Physical therapy patients engaged in multiple rehabilitation sessions per week must pay attention to glycogen replenishment. Consuming carbohydrates in the recovery window after exercise (within 30-60 minutes) maximizes glycogen resynthesis and supports readiness for the next session.

Practical Takeaways for Physical Therapy Patients

Understanding glycolysis has direct practical value:

• Carbohydrate intake matters. Since glucose and glycogen are the fuels for glycolysis, adequate carbohydrate consumption supports the energy supply for moderate to high-intensity therapeutic exercise.
• Rest intervals have a physiological basis. The burning sensation during high-intensity exercises reflects H⁺ accumulation. Rest periods allow clearance of H⁺ and restoration of pH — physiologically necessary, not just comfortable.
• Fitness improves metabolic efficiency. As aerobic fitness improves, the body becomes better at using oxygen, reducing reliance on anaerobic glycolysis at any given exercise intensity. This is why rehabilitation becomes progressively more comfortable as fitness improves.

Conclusion

Glycolysis is the foundational energy pathway of muscle — ancient, efficient, and essential. It bridges the worlds of carbohydrate nutrition and muscular performance, operating in both aerobic and anaerobic conditions to keep muscles fueled across a wide range of exercise intensities.

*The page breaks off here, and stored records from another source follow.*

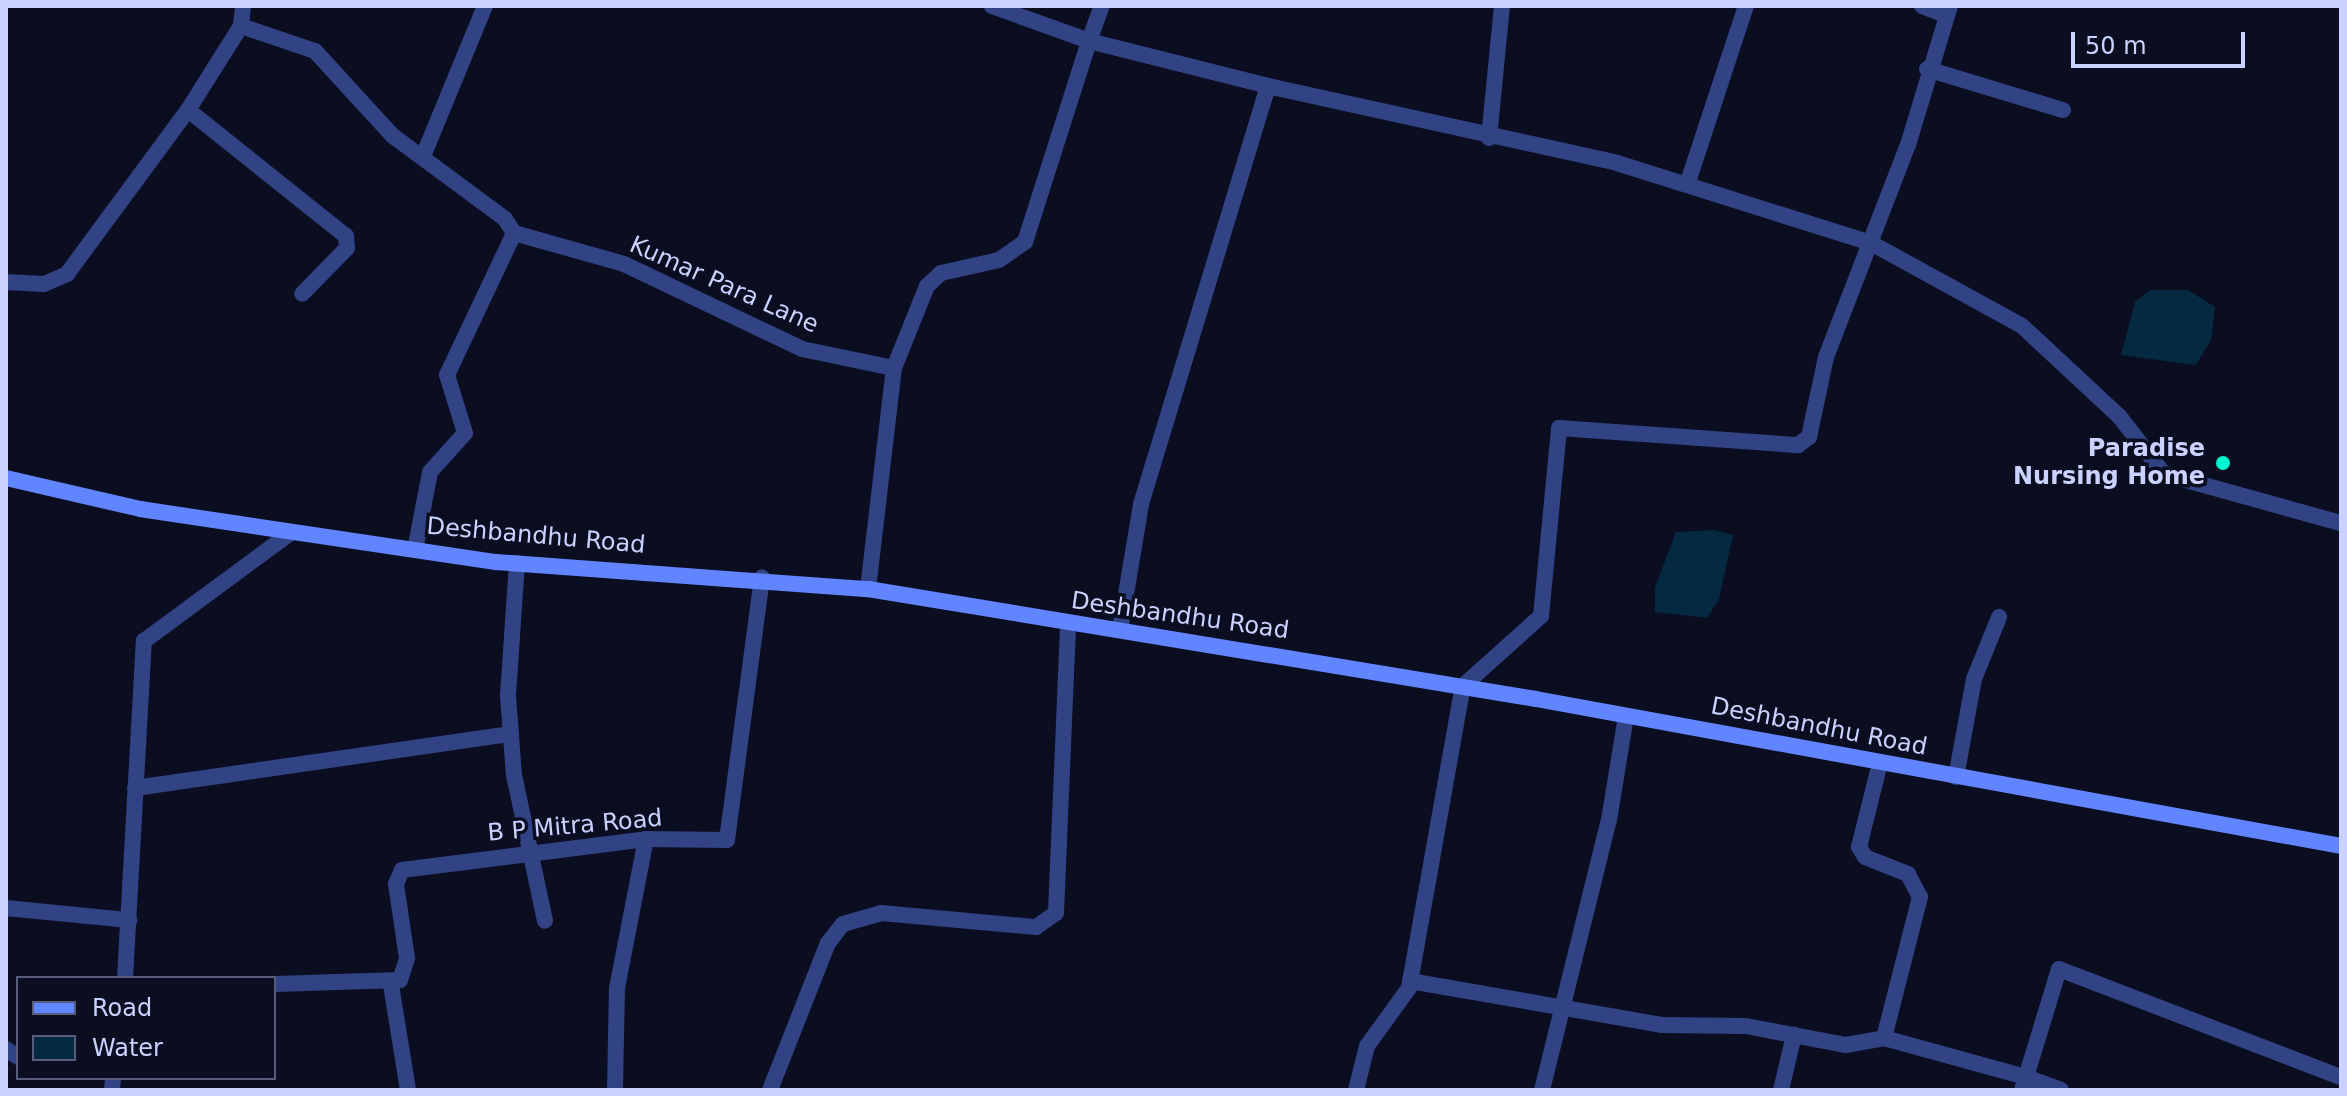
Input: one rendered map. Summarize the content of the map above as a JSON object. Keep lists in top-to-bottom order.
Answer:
{
  "streets": {
    "street": ["Kumar Para Lane", "Deshbandhu Road", "B P Mitra Road"]
  },
  "crossings": [
    ["Deshbandhu Road", "B P Mitra Road"]
  ],
  "places": ["Paradise Nursing Home"],
  "legend": ["Road", "Water"],
  "scale_bar": "50 m"
}
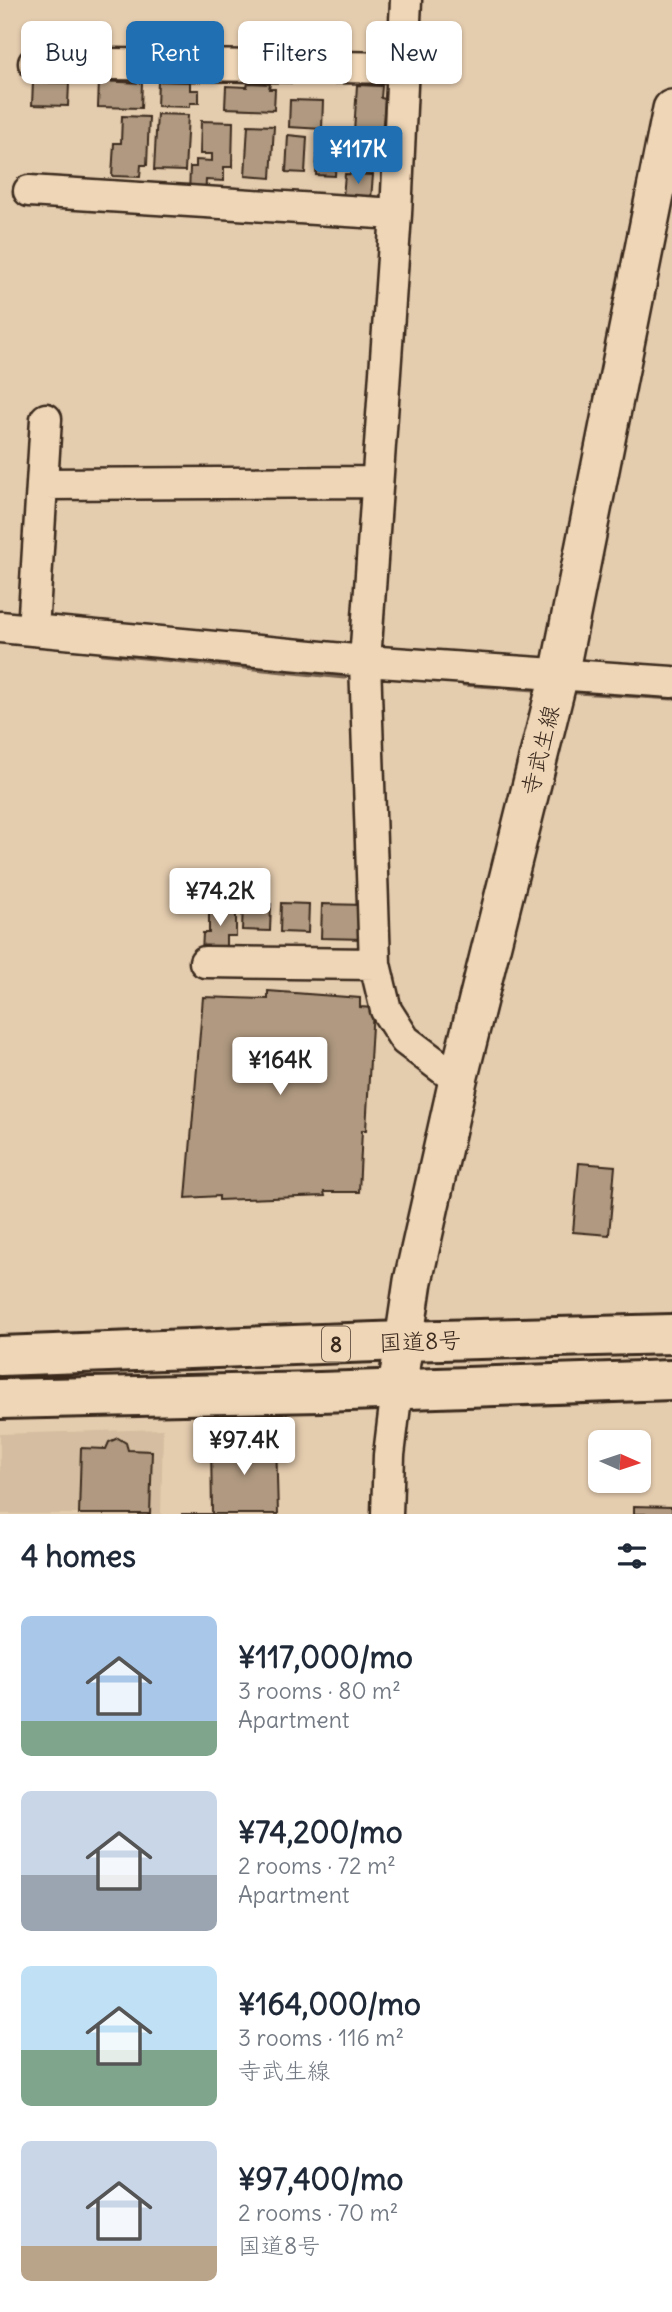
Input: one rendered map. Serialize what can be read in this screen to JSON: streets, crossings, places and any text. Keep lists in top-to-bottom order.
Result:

For physical therapy practitioners and patients, glycolysis is the biochemical language beneath the experience of burning muscles, fatigue, and recovery. Understanding it transforms rehabilitation from a series of instructions into a scientifically grounded journey through the body’s own energy systems.

Disclaimer: This article is for educational purposes only and does not constitute medical advice. Always consult a qualified healthcare professional for personal health concerns.